The minutes, to be published at 1900 GMT, come after outgoing Fed Chair Janet Yellen said rates should rise gradually but warned she was "very uncertain" that inflation would soon rebound, suggesting a cautious approach to rate increases.
Gold is sensitive to rising rates because they tend to boost the dollar, making gold more expensive for holders of other currencies, and push up bond yields, reducing the appeal of non-yielding gold.
Spot gold was up 0.2 percent at $1,283.51 an ounce at 1034 GMT, while US gold futures for December delivery were 0.1 percent higher at $1,283.40 an ounce.
Gold has benefited from a flattening in the US Treasury yield curve that has supported the Japanese yen and pushed the dollar lower, Saxo Bank analyst Ole Hansen said.

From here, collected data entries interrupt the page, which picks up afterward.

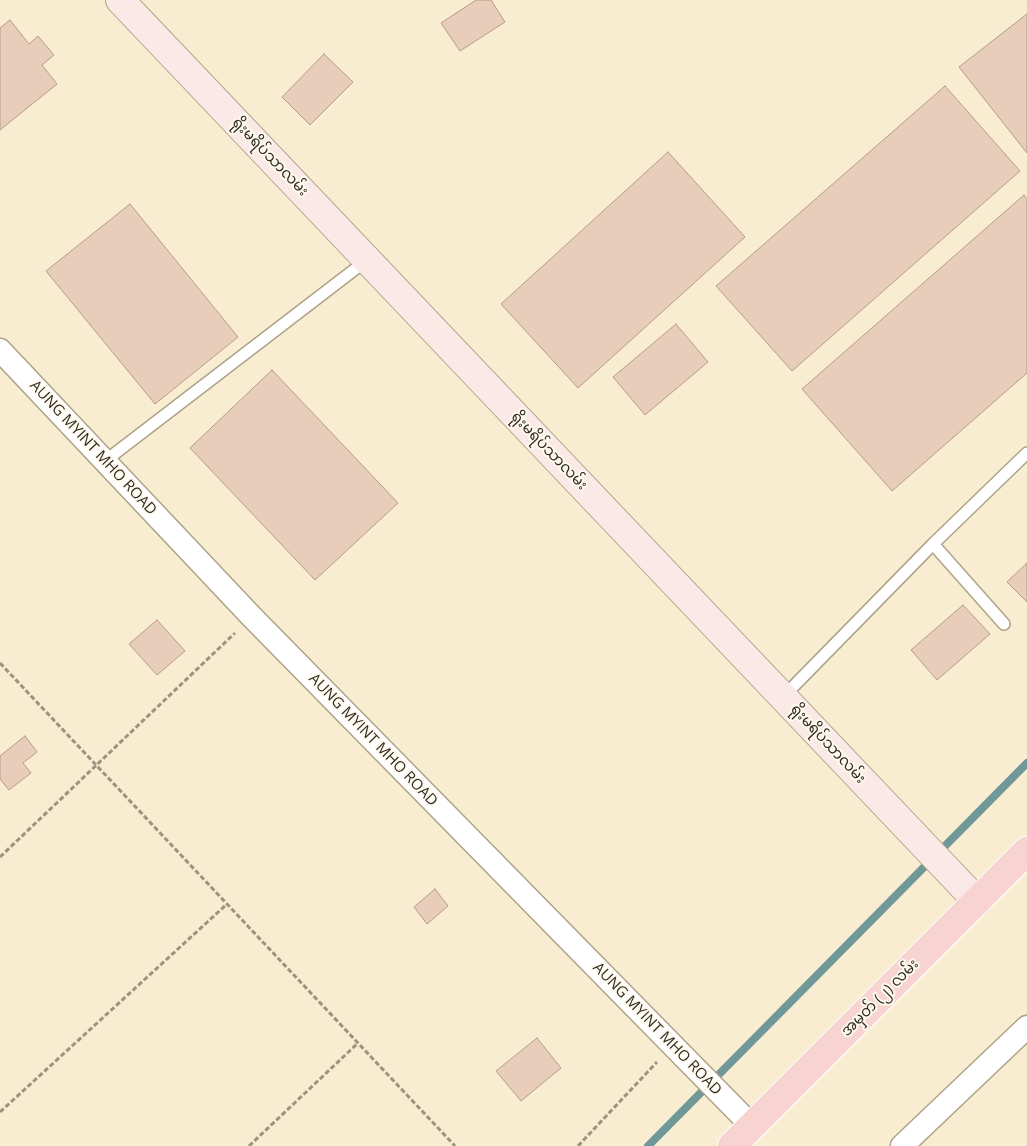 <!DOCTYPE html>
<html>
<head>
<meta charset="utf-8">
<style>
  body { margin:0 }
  canvas { display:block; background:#f8edd0 }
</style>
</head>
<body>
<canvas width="1027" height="1146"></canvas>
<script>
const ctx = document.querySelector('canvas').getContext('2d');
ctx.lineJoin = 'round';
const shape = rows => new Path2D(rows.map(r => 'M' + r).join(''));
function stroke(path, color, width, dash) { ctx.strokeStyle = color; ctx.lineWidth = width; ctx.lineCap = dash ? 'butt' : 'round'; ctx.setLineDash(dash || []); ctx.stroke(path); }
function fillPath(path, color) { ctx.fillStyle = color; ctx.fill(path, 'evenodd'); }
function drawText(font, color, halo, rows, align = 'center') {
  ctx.font = font + ' "Open Sans","Noto Sans Myanmar",sans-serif'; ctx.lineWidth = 4; ctx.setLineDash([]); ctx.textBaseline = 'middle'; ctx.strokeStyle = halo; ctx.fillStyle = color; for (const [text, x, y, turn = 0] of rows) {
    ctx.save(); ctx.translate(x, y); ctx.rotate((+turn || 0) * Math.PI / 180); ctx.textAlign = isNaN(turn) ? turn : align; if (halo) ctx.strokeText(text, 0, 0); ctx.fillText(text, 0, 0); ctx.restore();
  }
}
const stream = shape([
  [648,1146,1027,763]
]);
const building = shape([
  [476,0,491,0,505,22,460,51,441,23,476,0],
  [1027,14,1027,153,959,67,1027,14],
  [10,20,29,44,38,36,54,55,42,65,57,84,0,130,0,28,10,20],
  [324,54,353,82,310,125,282,97,324,54],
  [945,86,1020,171,792,371,716,286,945,86],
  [668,152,745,237,578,388,501,304,668,152],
  [1024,195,1027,199,1027,373,892,491,802,389,1024,195],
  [130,204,238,337,155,404,46,271,130,204],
  [676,324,708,362,645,415,613,377,676,324],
  [272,370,398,503,315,580,190,448,272,370],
  [1027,563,1027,602,1007,582,1027,563],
  [963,605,990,634,937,680,911,650,963,605],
  [157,620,185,651,157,675,129,644,157,620],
  [25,736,37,752,23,763,31,773,9,790,0,779,0,756,25,736],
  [435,889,448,906,427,924,414,907,435,889],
  [537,1038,561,1068,521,1101,496,1071,537,1038]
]);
const path = shape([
  [0,663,455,1146],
  [0,857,235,633],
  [0,1112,227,904],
  [249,1146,358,1043],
  [578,1146,657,1062]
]);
const lane = shape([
  [105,461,367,260],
  [933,544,1027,453],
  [783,697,933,544,1004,624]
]);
const street = shape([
  [0,350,252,617,752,1126],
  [902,1146,1027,1027]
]);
const secondary = shape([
  [120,0,977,901]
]);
const primary = shape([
  [732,1146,1027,851]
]);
const streetNames = [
  ["ရိုးမရိပ်သာလမ်း",270,157,46],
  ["AUNG MYINT MHO ROAD",93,448,47],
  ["ရိုးမရိပ်သာလမ်း",549,451,46],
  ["AUNG MYINT MHO ROAD",373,740,46],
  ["ရိုးမရိပ်သာလမ်း",828,744,47],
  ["အမှတ် (၂) လမ်း",880,998,-45],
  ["AUNG MYINT MHO ROAD",657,1029,46]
];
stroke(stream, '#719898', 8);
fillPath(building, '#e9cdbb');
stroke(building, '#b59b8a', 1);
stroke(lane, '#aea388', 14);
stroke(street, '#aea388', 25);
stroke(secondary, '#aea388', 30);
stroke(primary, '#fff', 30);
stroke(path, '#9c9480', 3, [5, 2.5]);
stroke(lane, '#fff', 11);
stroke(street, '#fff', 22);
stroke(secondary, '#fbe9e7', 28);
stroke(primary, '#f7d4cf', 28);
drawText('15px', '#312c22', '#fffaef', streetNames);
</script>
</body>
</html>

The US yield curve hit the lowest in a decade on Tuesday on expectations that the Fed will raise rates and the government will increase debt issuance in short- and intermediate-dated maturities while delaying big increases at longer dates.
"Gold has been stuck in a range with an average price of $1,280 since early October but we are seeing some higher lows and higher highs, which indicates there is underlying support
for the market," Hansen said.
Investors were keen to own gold to hedge against risks including a fall in global stock markets from current record highs, he said, predicting gold would rise to $1,325 by the end of the year.
Bets on higher gold prices by money managers increased last week for the first time since early September.
However, rising US interest rates through next year were likely to strengthen the dollar and put pressure on gold, said Julius Baer analyst Carsten Menke.
On the technical side, resistance was at the 50-day moving average around $1,286 and a Fibonacci level at $1,295.40 and momentum was upward, analysts at ScotiaMocatta said in a note.
Commerzbank analysts said gold was holding steadily above its 200-day moving average and they expected an attempt to break above $1,297.